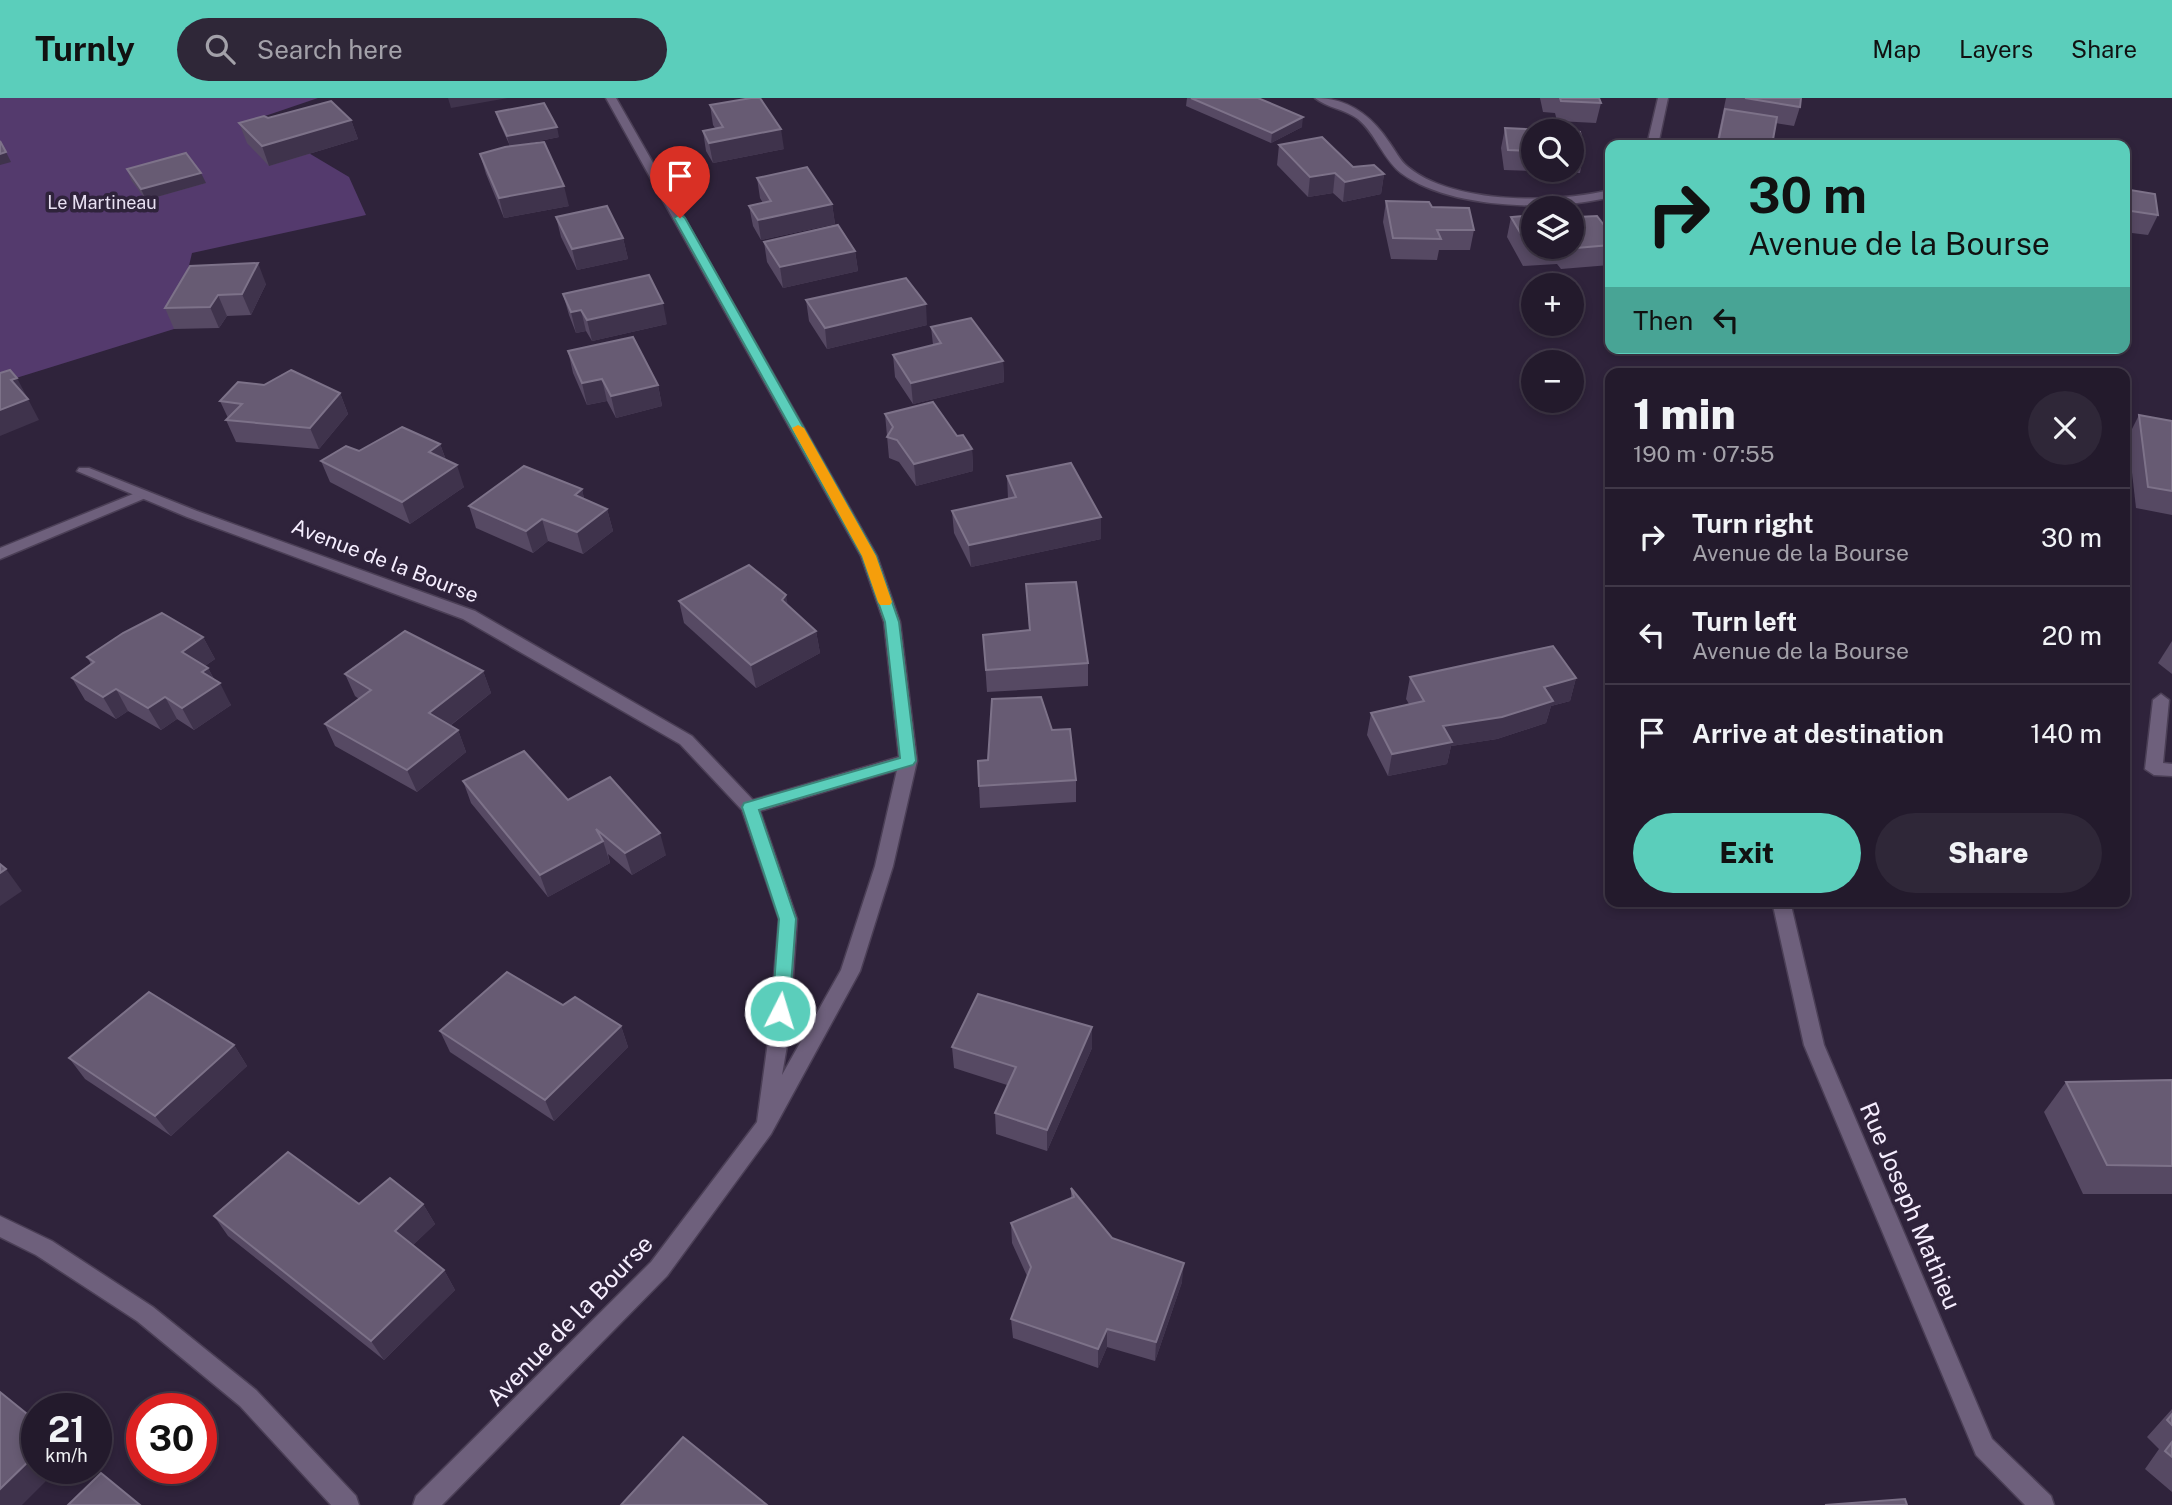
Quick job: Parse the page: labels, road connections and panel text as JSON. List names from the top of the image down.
{
  "streets": {
    "street": ["Avenue de la Bourse", "Rue Joseph Mathieu"]
  },
  "parks": ["Le Martineau"],
  "page": {
    "header": "Turnly",
    "search": "Search here",
    "nav": ["Map", "Layers", "Share"],
    "map_buttons": ["+", "−"],
    "turn": ["30 m", "Avenue de la Bourse"],
    "then": "Then",
    "heading": ["1 min", "190 m · 07:55"],
    "list": [
      {
        "name": "Turn right",
        "note": "Avenue de la Bourse",
        "value": "30 m"
      },
      {
        "name": "Turn left",
        "note": "Avenue de la Bourse",
        "value": "20 m"
      },
      {
        "name": "Arrive at destination",
        "value": "140 m"
      }
    ],
    "buttons": ["Exit", "Share"],
    "speed": "21 km/h",
    "limit": "30"
  }
}
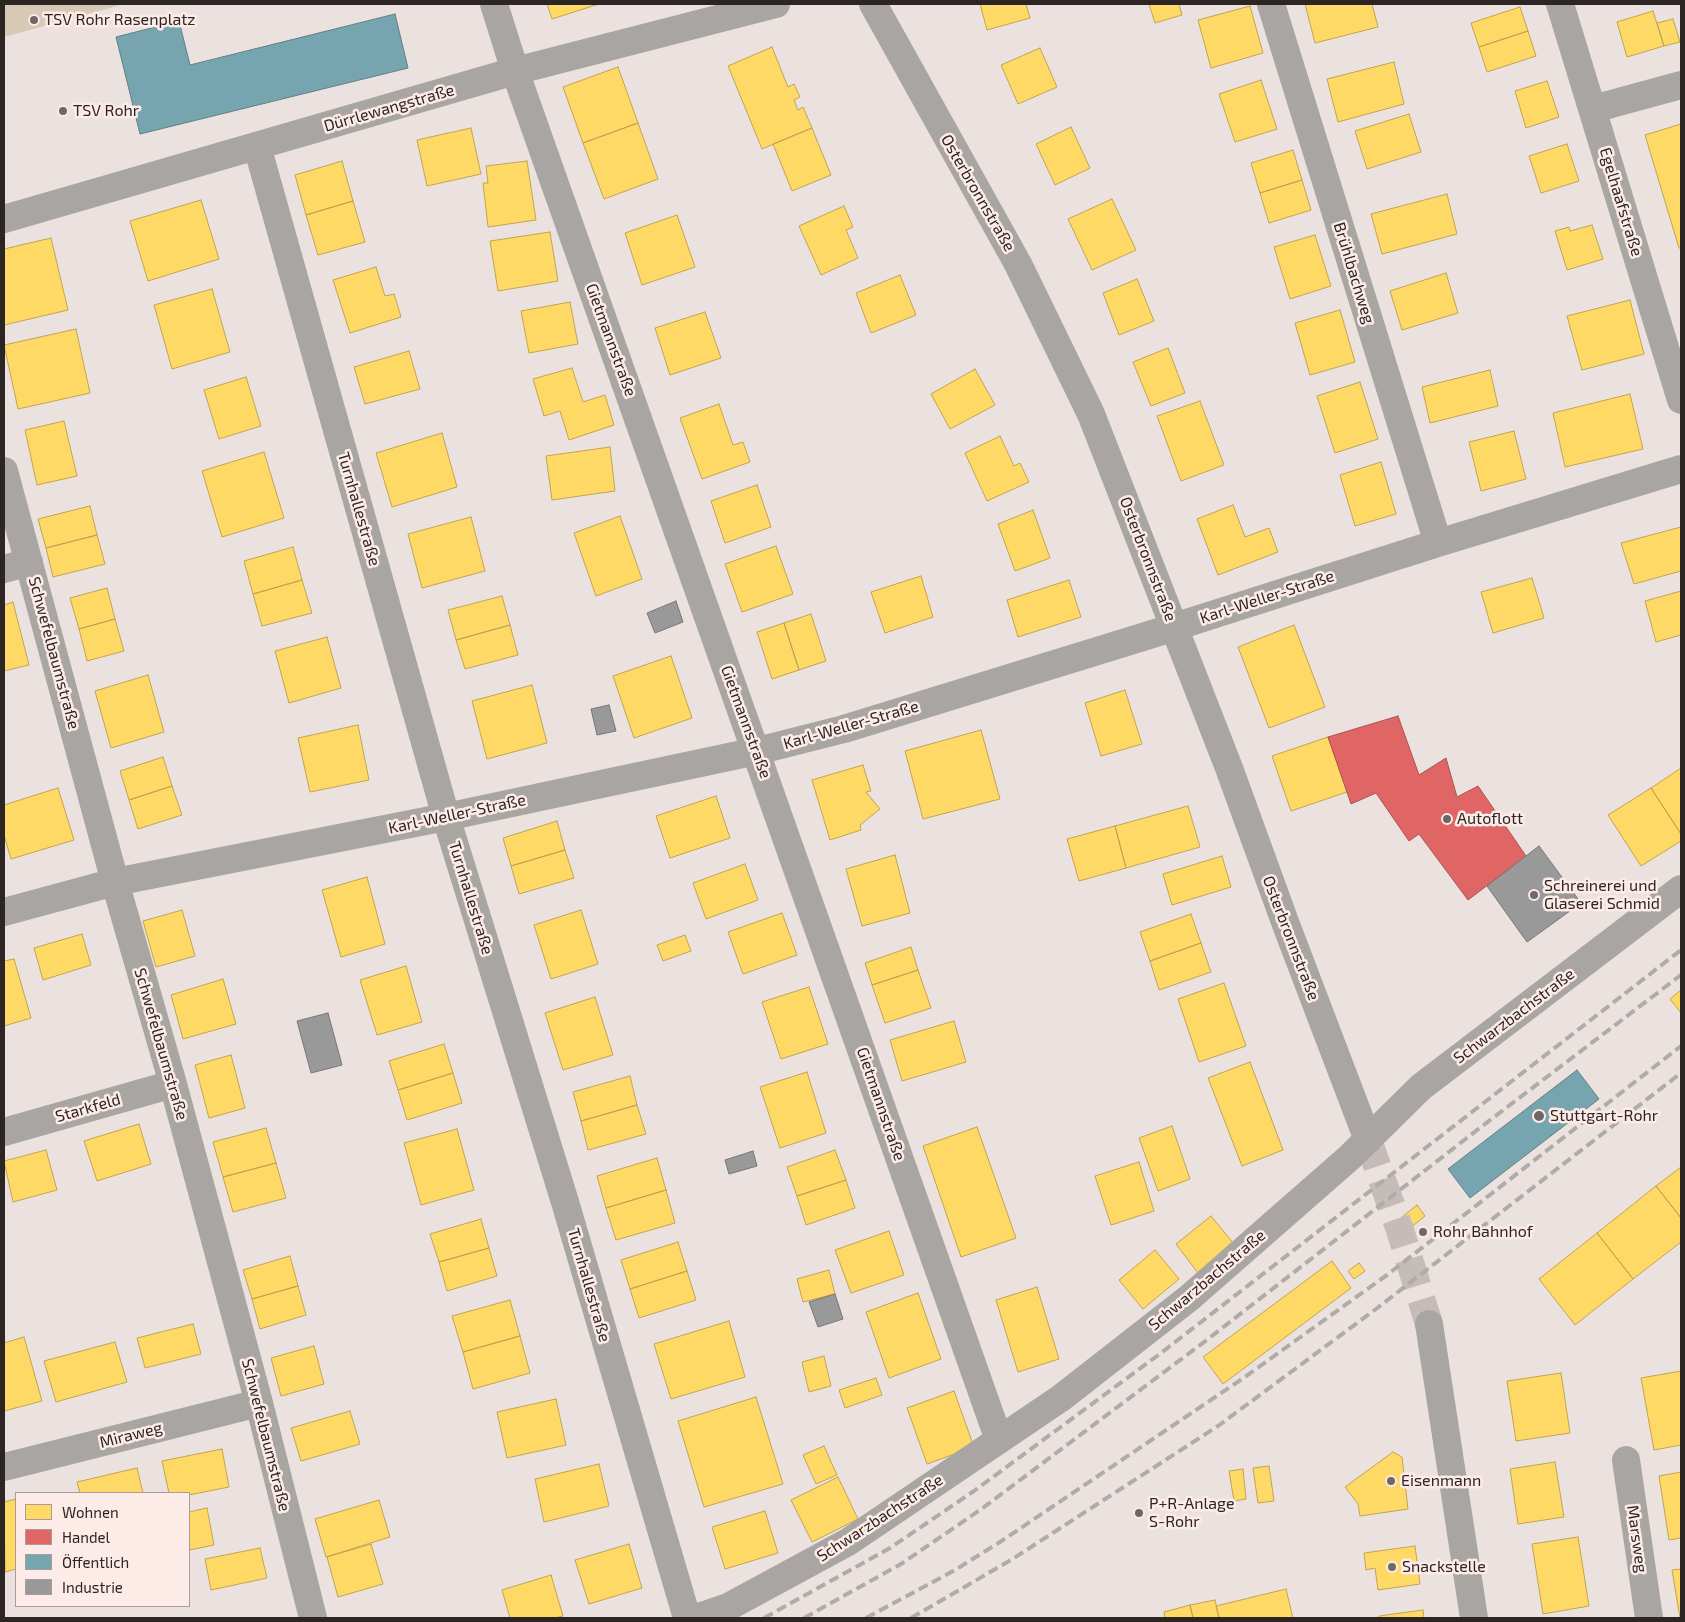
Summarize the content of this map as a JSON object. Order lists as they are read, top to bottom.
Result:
{
  "streets": {
    "street": [
      "Dürrlewangstraße",
      "Osterbronnstraße",
      "Egelhaafstraße",
      "Brühlbachweg",
      "Gietmannstraße",
      "Turnhallestraße",
      "Karl-Weller-Straße",
      "Schwefelbaumstraße",
      "Schwarzbachstraße",
      "Starkfeld",
      "Miraweg",
      "Marsweg"
    ]
  },
  "crossings": [
    ["Dürrlewangstraße", "Gietmannstraße"],
    ["Dürrlewangstraße", "Turnhallestraße"],
    ["Osterbronnstraße", "Karl-Weller-Straße"],
    ["Osterbronnstraße", "Schwarzbachstraße"],
    ["Brühlbachweg", "Karl-Weller-Straße"],
    ["Gietmannstraße", "Karl-Weller-Straße"],
    ["Gietmannstraße", "Schwarzbachstraße"],
    ["Turnhallestraße", "Karl-Weller-Straße"],
    ["Karl-Weller-Straße", "Schwefelbaumstraße"],
    ["Schwefelbaumstraße", "Starkfeld"],
    ["Schwefelbaumstraße", "Miraweg"]
  ],
  "places": [
    "TSV Rohr Rasenplatz",
    "TSV Rohr",
    "Autoflott",
    "Schreinerei und Glaserei Schmid",
    "Stuttgart-Rohr",
    "Rohr Bahnhof",
    "Eisenmann",
    "P+R-Anlage S-Rohr",
    "Snackstelle"
  ],
  "legend": [
    "Wohnen",
    "Handel",
    "Öffentlich",
    "Industrie"
  ]
}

+ + + +

BRIEF: Find the lines above that include the string "Starkfeld" and copy them.

SOLVED PROBLEM:
      "Starkfeld",
    ["Schwefelbaumstraße", "Starkfeld"],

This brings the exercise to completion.